Maurício de Bragança é graduado em História e Cinema, com Mestrado em Comunicação e Doutorado
e Pós-Doutorado em Letras pela Universidade Federal Fluminense. Atualmente é Professor Adjunto
do Departamento de Cinema e Video e do Programa de Pós-Graduação em Comunicação da UFF.


Achincalhado pela crítica e adorado pelo público, o melodrama trabalha com o vulgar transformado num “drama de segunda ordem”, num produto de quinta categoria. Utilizando-se de uma matéria-prima cursi, exagerada, grosseira, o melodrama indica o lugar do popular. Em Manuel Puig, o melodrama está aserviço da desestabilização da dicotomia centro e periferia, problematizando estas relações e superando o que o escritor argentino acreditava ser uma intolerância dos intelectuais de esquerda, distanciados da vivência cotidiana deste popular em nome de quem estes mesmos intelectuais falavam.

A abordagem do melodrama, em última instância, como pretendemos demonstrar neste livro, é uma discussão acerca do lugar de fala do popular - um espaço que está marcado pelo embate entre as sujeitos culturais que negociam seus projetos políticos. Na configuração desta arena literária, aponta-se a atuação de um discurso hegemônico. Entretanto, em todo discurso hegemônico operam-se também resistências. Nosso empenho, ao analisar a literatura de Manuel Puig, foi o de realçar os conflitos em torno das hegemonias e resistências na produção cultural latino-americana, a partir doregistro da linguagem do melodrama.

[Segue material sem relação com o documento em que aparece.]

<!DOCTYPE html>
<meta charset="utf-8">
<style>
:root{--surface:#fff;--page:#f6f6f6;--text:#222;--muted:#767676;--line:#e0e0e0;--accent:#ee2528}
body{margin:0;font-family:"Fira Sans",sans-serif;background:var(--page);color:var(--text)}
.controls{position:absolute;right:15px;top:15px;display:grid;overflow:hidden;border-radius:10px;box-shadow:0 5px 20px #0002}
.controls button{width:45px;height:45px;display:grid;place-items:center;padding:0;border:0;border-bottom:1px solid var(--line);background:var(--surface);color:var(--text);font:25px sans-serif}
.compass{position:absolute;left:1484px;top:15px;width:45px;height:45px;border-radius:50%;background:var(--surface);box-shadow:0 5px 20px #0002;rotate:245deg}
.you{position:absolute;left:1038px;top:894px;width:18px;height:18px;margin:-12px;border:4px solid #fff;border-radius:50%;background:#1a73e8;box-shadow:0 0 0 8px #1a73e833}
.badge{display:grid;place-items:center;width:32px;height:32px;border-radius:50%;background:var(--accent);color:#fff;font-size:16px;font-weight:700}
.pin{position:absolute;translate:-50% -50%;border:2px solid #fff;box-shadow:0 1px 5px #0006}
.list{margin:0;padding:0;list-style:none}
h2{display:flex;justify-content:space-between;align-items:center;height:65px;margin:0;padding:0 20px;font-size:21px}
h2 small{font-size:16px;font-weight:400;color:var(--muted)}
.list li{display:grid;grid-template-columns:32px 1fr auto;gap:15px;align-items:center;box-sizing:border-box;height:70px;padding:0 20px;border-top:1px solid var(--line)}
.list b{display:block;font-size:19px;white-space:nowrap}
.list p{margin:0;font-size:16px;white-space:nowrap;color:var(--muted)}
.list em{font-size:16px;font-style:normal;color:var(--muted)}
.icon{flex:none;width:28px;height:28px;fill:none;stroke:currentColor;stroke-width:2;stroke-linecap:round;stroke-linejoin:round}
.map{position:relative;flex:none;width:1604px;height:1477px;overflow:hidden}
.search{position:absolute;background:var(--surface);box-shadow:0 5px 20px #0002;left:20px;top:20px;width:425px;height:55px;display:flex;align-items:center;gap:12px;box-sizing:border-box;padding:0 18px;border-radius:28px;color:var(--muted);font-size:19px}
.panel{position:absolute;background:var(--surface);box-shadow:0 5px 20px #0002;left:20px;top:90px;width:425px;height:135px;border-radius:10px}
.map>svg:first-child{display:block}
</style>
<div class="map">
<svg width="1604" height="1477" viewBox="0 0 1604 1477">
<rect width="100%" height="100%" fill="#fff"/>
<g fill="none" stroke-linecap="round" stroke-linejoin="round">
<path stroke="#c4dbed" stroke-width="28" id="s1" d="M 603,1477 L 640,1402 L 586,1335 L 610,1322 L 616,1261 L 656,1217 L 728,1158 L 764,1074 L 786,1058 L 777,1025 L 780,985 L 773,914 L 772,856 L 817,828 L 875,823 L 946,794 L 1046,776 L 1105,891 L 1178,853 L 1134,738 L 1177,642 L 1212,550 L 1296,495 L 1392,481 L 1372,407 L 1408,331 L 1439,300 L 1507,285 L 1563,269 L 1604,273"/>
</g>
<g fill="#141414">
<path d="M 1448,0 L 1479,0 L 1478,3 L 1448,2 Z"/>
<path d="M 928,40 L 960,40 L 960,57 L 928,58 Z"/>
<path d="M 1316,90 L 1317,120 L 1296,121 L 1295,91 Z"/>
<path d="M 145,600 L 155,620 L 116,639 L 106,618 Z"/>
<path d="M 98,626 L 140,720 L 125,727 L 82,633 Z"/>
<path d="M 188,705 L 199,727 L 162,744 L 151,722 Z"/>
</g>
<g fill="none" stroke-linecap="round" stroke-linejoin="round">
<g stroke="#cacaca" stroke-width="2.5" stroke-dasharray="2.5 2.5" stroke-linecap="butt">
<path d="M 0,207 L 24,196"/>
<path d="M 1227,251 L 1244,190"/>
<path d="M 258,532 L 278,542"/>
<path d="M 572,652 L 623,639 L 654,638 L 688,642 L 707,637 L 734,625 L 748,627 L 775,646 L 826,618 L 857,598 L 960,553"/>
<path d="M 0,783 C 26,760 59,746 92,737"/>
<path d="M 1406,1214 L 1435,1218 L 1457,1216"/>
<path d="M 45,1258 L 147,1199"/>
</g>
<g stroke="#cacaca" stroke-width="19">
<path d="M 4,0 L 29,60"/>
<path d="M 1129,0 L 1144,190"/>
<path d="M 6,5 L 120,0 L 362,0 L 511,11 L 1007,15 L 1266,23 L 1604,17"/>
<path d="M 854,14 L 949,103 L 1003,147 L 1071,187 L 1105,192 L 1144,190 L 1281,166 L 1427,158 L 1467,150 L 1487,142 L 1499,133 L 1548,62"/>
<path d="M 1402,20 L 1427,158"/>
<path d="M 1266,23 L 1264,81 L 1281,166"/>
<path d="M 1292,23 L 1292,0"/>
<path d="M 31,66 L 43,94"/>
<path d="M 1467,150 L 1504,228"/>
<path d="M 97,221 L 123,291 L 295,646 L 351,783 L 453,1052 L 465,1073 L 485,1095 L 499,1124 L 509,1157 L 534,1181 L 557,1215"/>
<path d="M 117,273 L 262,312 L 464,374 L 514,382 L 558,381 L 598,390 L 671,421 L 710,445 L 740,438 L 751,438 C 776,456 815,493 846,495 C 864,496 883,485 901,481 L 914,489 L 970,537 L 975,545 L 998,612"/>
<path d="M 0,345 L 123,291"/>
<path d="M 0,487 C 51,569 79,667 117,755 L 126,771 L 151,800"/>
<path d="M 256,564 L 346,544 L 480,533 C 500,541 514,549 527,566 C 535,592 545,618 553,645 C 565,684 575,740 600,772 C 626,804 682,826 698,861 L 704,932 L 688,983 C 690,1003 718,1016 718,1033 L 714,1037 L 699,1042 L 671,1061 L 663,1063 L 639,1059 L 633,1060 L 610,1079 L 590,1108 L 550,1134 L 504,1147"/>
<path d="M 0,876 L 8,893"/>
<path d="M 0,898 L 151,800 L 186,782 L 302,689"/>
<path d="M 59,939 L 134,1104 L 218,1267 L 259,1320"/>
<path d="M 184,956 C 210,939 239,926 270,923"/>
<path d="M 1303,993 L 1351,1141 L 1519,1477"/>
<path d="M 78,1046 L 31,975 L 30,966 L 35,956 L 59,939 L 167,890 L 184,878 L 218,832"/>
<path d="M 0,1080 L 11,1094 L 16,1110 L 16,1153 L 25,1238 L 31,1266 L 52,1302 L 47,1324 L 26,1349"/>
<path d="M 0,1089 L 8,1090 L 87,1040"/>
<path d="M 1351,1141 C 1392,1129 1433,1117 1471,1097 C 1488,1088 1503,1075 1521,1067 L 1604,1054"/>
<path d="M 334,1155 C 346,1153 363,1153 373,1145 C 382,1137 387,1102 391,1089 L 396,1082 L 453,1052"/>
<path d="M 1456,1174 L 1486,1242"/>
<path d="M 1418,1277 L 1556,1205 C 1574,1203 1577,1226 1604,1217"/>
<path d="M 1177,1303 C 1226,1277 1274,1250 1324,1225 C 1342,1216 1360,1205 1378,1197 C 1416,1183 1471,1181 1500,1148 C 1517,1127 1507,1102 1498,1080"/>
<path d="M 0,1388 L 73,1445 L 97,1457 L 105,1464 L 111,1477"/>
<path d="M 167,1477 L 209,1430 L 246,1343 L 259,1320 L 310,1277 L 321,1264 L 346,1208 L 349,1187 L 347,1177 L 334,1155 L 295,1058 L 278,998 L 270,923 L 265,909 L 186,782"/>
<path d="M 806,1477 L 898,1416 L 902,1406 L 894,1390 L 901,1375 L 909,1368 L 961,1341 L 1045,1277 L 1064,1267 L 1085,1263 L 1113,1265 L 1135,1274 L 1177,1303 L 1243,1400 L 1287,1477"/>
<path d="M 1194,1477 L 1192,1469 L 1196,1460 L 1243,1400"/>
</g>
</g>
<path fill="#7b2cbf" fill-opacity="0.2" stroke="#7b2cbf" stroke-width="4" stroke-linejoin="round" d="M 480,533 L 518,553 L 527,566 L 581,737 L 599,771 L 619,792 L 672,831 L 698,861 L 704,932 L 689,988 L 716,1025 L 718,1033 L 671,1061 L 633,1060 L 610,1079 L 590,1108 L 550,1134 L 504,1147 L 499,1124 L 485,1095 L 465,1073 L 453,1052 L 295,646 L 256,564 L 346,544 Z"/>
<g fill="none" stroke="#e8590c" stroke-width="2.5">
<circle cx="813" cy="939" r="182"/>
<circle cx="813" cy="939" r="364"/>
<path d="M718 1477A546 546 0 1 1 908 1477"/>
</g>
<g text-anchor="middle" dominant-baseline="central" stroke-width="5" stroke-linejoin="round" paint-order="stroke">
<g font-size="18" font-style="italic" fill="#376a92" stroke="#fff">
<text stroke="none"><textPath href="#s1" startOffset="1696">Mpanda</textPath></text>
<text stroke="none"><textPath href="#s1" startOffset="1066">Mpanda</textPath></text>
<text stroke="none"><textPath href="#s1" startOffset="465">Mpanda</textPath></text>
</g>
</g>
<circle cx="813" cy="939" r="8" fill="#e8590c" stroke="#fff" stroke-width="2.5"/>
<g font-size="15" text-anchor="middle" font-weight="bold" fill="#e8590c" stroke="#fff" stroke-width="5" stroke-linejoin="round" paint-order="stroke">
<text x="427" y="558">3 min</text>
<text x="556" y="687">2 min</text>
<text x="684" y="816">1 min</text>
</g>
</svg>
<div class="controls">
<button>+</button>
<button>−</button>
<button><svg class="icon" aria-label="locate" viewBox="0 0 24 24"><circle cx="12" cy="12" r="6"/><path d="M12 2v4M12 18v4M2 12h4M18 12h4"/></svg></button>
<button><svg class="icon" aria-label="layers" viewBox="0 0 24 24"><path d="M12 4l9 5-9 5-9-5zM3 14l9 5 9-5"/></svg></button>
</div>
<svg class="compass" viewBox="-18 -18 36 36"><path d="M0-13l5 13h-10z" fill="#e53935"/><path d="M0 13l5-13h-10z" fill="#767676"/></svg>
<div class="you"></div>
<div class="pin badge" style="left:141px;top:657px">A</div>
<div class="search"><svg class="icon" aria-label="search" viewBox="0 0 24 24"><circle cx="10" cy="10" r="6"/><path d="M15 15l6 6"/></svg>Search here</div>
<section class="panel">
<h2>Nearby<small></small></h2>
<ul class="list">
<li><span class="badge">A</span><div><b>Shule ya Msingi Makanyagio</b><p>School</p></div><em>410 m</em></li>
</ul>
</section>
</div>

Pensar o melodrama na América Latina é pensar as diversidades presentes neste continente, em suas correntes regionais ou nacionais, como totalidades contraditórias. A abordagem do melodrama latino-americano deve levar em consideração sua formação histórica a partir dos modelos que geraram as contradições próprias a sua experiência. Nossa pesquisa e análise do melodrama, seja em sua matriz literária, seja em suas reapropriações, sempre estiveram atentas ao fato de que estávamos trabalhando com um objeto cuja matéria primeira era a contradição. Essas contradições foram assumidas por Manuel Puig, ao refletir sobre a cultura latino-americana frente aos discursos hegemônicos centrais, a partir de um modelo problemático de relação marcado pelas imagens emblemáticas de sedução e traição.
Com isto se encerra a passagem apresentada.